Il est donc nécessaire de reprendre la question du bilan des ZEP, d’examiner ce que ces travaux permettent réellement de conclure ainsi que la valeur d’arguments défensifs tels que : « on ne voit pas beaucoup de progrès, mais les ZEP ont empêché une aggravation de la situation. » La première interrogation portera sur les outils qui permettraient de répondre à la question de l’efficacité des ZEP.

I - Comment évaluer l’efficacité de l’éducation prioritaire ?

Les études telles que celles d’Eric Maurin ou du CREST répondent en fait à une question étroite : « Les moyens - importants, prétendent-ils - attribués aux ZEP sont-ils justifiés par l’augmentation des performances des élèves » ? Ce qui revient à réduire l’éducation prioritaire à une augmentation des moyens, comme le pensent aussi ceux qui réclament le classement en ZEP chaque fois qu’il y a le feu quelque part ! Pour évaluer la politique d’éducation prioritaire, il faut d’abord rappeler les problèmes auxquels elle était censée répondre à sa création par Alain Savary ainsi que la méthode utilisée pour les résoudre.

Le problème : Il existe aujourd’hui, comme hier, des territoires où les performances scolaires sont anormalement basses, où les difficultés sociales se cumulent, où l’exclusion se transmet d’une génération à l’autre et où parfois des ghettos ethniques se forment. Dans ces territoires, le service public est souvent défaillant.
La création des ZEP a été revendiquée comme une des modalités de lutte contre l’échec scolaire lorsque, sur certains territoires, celui-ci devenait massif. Choisir d’intervenir sur un territoire répondait à deux objectifs : d’une part le milieu environnant contribue aux difficultés de l’école et, pour les diminuer, il faut agir sur ce milieu et nouer des partenariats avec tous ceux qui peuvent travailler à sa transformation, d’autre part le fonctionnement ordinaire du service public est impuissant à empêcher que de graves dysfonctionnements ne se concentrent à la périphérie du système de sorte qu’il y a rupture de l’égalité devant ce service, contribuant au sentiment et à la réalité de l’exclusion sociale.

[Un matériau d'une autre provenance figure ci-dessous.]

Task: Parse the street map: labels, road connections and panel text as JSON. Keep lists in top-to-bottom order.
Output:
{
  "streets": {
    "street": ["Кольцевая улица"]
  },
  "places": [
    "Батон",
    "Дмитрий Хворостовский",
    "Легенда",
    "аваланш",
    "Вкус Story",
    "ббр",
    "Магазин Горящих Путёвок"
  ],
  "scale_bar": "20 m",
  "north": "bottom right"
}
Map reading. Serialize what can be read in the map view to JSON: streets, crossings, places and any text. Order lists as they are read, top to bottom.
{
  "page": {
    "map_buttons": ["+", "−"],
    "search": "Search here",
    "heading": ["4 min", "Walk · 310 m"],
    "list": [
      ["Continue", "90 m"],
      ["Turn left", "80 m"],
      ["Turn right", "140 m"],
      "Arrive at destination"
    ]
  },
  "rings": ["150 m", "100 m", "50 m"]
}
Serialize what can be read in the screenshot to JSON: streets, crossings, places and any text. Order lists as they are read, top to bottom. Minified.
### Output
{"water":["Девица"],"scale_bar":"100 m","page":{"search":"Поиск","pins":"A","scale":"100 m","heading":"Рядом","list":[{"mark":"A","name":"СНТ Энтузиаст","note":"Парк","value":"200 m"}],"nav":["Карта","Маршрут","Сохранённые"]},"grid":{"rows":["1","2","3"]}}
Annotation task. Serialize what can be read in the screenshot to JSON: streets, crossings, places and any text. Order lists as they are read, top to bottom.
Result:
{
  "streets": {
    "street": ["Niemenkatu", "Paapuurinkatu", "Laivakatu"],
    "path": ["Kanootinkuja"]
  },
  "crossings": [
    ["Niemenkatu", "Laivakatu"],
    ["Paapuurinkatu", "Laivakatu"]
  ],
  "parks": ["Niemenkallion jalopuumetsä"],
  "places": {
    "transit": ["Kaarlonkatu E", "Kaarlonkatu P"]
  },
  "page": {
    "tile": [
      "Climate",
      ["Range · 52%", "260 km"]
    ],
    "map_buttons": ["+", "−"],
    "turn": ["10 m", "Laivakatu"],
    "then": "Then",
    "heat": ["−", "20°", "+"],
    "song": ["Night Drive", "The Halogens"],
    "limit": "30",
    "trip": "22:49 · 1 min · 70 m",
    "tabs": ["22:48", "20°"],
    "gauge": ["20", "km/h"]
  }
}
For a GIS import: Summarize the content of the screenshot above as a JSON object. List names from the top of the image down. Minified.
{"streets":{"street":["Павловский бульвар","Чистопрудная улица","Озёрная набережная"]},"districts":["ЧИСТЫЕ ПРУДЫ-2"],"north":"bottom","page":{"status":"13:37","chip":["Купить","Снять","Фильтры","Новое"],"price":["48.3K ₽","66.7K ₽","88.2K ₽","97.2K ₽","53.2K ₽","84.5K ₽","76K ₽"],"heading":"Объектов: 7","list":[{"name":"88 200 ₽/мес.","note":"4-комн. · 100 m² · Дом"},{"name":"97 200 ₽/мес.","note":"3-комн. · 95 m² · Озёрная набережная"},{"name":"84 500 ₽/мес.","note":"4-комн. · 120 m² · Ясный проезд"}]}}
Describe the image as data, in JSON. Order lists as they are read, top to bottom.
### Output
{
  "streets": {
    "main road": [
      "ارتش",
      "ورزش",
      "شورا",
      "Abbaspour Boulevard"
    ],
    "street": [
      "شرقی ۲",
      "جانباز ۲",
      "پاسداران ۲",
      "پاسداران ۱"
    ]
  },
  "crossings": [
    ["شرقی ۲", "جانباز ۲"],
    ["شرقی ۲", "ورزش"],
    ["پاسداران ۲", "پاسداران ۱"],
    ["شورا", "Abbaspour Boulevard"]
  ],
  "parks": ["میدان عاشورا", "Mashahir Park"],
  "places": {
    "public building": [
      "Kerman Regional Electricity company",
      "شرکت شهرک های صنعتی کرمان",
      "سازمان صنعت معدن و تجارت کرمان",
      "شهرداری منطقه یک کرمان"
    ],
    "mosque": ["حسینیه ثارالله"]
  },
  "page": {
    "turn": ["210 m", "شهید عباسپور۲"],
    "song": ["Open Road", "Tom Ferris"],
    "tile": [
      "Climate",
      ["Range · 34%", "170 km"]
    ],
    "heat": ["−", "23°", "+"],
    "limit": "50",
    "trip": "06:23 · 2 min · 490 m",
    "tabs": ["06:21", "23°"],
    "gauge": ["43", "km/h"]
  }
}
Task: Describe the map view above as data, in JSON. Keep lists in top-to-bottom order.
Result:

La lutte contre l’échec scolaire, la promotion collective des jeunes des milieux populaires, quel que soit le territoire dans lequel ils habitent, et la diminution de toutes les inégalités sont des missions de long terme que doit retrouver le système éducatif dans son ensemble. La revendication d’une éducation prioritaire n’englobe donc pas l’ensemble de l’école populaire. Un dispositif d’éducation prioritaire a pour objectif de résorber des situations intolérables en peu de temps. Car, si on ne peut, dans des délais brefs, transformer l’environnement, on peut espérer amener les écoles et les collèges de ces territoires à rendre les services que tout élève est en droit d’attendre.

Une méthode :
Le slogan politique de l’éducation prioritaire, « donner plus à ceux qui ont moins », contenait en germe toutes les dérives. Il aurait été moins équivoque de dire : « Dans les territoires où les élèves connaissent le pire de l’Education Nationale, qu’elle leur offre le meilleur », et, si elle ne peut leur donner le meilleur, qu’elle leur donne au moins ce qu’elle sait à peu près bien faire. Car en voulant faire des ZEP « des laboratoires de l’innovation pédagogique », en initiant des partenariats, ce qui était peu dans la tradition de l’éducation nationale, en chargeant des animateurs (il est significatif, qu’à l’occasion d’une relance, le terme de « coordonnateur », à connotation plus administrative, lui ait été substitué) de mobiliser les personnels autour de la conception et de la réalisation de projets, en instaurant une liaison entre écoles et collèges, ce qu’on voulait c’était bien offrir le meilleur du service public.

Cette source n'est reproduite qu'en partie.